Vous n'avez encore rien vu
2012
Festival de Cannes 2012, En compétition d'après Eurydice et Cher Antoine ou l’amour raté de Jean Anouilh. Avec : Mathieu Amalric (M. Henri), Lambert Wilson (Orphée n°2), Michel Piccoli (Le père), Anne Consigny (Eurydice n°2), Sabine Azéma (Eurydice n°1), Hippolyte Girardot (Dulac), Pierre Arditi (Orphée n°1), Anny Duperey (La mère), Denis Podalydès (Antoine), Michel Robin (Le garçon de café), Andrzej Seweryn (Marcellin), Michel Vuillermoz (Vincent), Gérard Lartigau (Le petit régisseur), Jean-Chrétien Sibertin-Blanc (Le secrétaire du commissaire), Jean-Noël Brouté (Mathias n°1). 1h55.

Le majordome d'Antoine d'Anthac apprend par téléphone une bien triste nouvelle à chacun des treize acteurs qui ont interprété la pièce "Eurydice" du célèbre auteur dramatique. Celui-ci est mort et il est chargé de les convoquer dans sa dernière acquisition immobilière pour la cérémonie funéraire.
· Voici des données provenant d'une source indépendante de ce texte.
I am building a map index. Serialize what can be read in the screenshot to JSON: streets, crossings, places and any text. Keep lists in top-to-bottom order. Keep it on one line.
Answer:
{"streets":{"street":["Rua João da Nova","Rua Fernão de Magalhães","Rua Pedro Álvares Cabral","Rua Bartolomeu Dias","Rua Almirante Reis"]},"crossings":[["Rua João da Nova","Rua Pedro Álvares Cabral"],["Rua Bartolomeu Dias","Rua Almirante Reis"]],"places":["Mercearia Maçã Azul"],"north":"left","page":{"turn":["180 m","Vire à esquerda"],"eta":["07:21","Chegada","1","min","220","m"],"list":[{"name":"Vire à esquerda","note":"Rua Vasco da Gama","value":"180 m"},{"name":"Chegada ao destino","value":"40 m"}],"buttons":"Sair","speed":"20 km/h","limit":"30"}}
Un à un les comédiens arrivent dans l'immense maison perchée sur un village de montagne et se congratulent. Antoine d'Anthac n'a probablement pas survécu au chagrin causé par la fuite de sa dernière maitresse de vingt-cinq ans plus jeune que lui. Il a néanmoins décidé de proposer à ses acteurs, en guise de dernier hommage, que ce soient eux qui décident ou non d'accepter que soit reprise sa pièce "Eurydice" par la jeune troupe de la compagnie de la colombe. C'est ce qu'explique le majordome en découvrant devant les treize invités l'écran sur lequel Antoine s'adresse à eux post-mortem puis laisse sa place à une captation cinématographique de sa pièce.
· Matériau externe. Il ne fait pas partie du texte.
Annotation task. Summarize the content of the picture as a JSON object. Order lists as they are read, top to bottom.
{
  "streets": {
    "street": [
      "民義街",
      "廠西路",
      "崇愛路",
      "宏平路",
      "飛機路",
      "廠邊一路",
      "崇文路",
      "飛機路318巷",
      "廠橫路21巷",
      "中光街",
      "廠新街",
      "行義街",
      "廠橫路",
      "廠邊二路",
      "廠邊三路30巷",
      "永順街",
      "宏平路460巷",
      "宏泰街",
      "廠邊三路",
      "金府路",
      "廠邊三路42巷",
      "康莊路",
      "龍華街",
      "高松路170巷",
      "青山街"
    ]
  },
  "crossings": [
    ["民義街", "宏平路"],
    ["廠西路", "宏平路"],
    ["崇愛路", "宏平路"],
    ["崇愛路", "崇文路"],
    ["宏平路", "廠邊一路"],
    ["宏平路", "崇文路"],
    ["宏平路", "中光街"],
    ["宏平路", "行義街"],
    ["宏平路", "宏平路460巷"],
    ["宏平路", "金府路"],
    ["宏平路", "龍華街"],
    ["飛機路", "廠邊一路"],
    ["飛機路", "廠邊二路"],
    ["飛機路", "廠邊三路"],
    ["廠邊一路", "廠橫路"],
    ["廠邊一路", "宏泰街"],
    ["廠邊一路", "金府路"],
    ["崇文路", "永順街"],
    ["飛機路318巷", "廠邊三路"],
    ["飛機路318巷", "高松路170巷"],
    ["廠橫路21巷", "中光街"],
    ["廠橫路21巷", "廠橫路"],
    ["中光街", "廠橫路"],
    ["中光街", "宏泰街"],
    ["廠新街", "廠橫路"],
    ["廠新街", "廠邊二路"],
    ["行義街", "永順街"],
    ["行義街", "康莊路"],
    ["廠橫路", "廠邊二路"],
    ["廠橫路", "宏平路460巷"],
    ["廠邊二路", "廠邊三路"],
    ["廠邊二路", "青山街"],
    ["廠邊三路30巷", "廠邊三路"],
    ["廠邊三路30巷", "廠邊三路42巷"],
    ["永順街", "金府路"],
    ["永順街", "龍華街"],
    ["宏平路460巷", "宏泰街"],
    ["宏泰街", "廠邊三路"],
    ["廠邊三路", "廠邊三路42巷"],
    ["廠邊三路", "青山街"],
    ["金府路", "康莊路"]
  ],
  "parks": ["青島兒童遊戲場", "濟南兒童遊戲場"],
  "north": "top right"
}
Acte 1 : Eurydice est actrice dans une troupe de comédiens en tournée. Au buffet d'une gare, elle rencontre Orphée, un violoniste. Ils tombent amoureux et Eurydice quitte la troupe pour vivre avec Orphée. Le couple croise un commis-voyageur inquiétant, M. Henri, peut-être le Destin, peut-être Charon. Dès les premières répliques de la pièce, les comédiens qui se rappellent leur façon de l'interpréter se mettent à en reprendre des tirades et à jouer entre-eux. Par le pouvoir de l'imaginaire, ils se retrouvent même dans les décors où ils interprétèrent cette pièce et dialoguent avec les comédiens à l'écran. Ils se souviennent combien il avait été pénible voir de leur parents peser sur eux, par leurs amours décomplexés pour Eurydice, par leur chantage à la vieillesse pour le père d'Orphée.

A la fin de l'acte, les treize comédiens ont un avis favorable sur la pièce, et confortablement installés, fumant beaucoup pour la plupart, sont impatients de voir le second acte.
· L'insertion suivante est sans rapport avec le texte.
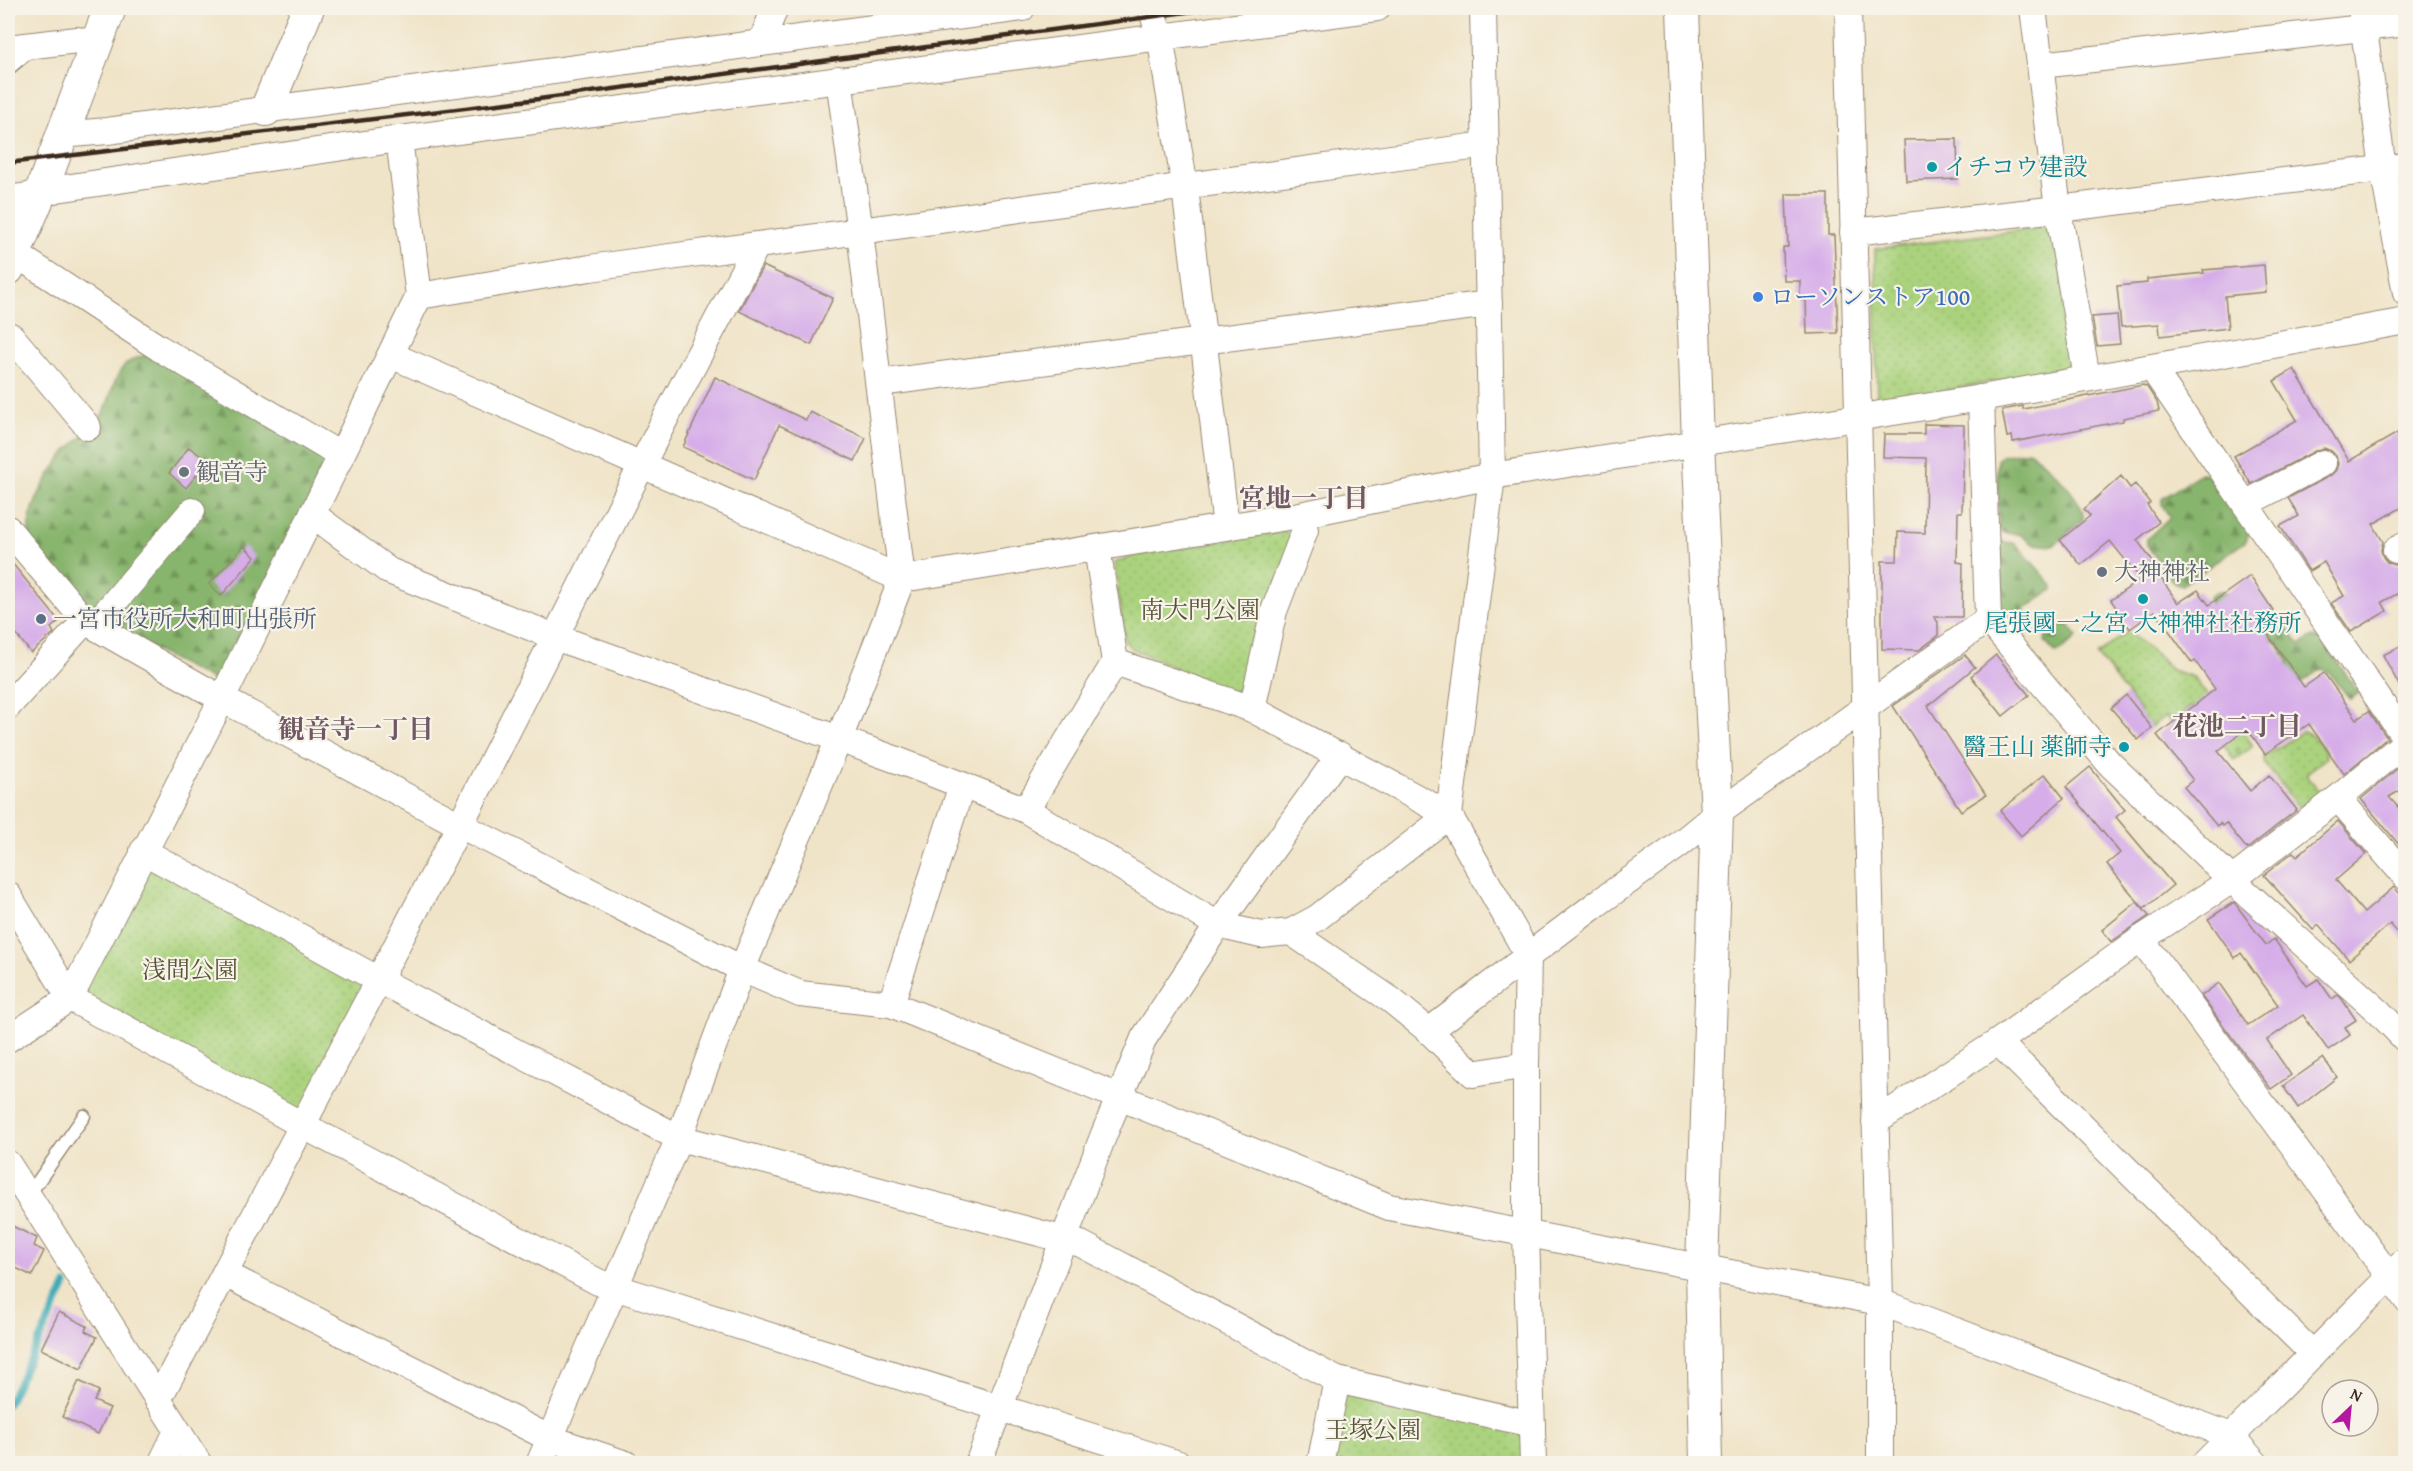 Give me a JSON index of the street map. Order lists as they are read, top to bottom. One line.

Acte 2 : Arrivé dans une chambre d'hôtel sordide de Marseille, le couple y a passé la nuit et se réveille. "C'est difficile" a dit Eurydice dans son sommeil. Elle supporte difficilement voir déjà des personnages odieux, le contrôleur du tarin, le domestique de l'hôtel mêlés à ses souvenirs avec Orphée. De son côté celui-ci reproche à Eurydice de lui cacher la vérité sur ses anciens amants. Le valet survient et, éloignant Orphée, donne une courte lettre à Eurydice qu'elle déchire tristement après l'avoir lue. Orphée à faim et est ravi qu'Eurydice s'en aille faire des courses au marché même s'il est surpris qu'elle lui dise adieu. Survient bientôt le directeur de la troupe d'Eurydice. Orphée est désagréablement surpris de le voir là et bien plus encore d'apprendre qu'il est depuis un an l'amant d'Eurydice. Il ne veut pas y croire mais les détails donnés par le directeur sont effroyablement précis et convaincants. La dispute des deux hommes est interrompue par une terrible nouvelle : Eurydice, qui s'était enfuie seule pour Toulon, est morte dans un accident de bus. Cette fois, les treize acteurs sont complètement investis dans leur rôle et ils oublient presque totalement de regarder la pièce tant ils la rejouent avec intensité.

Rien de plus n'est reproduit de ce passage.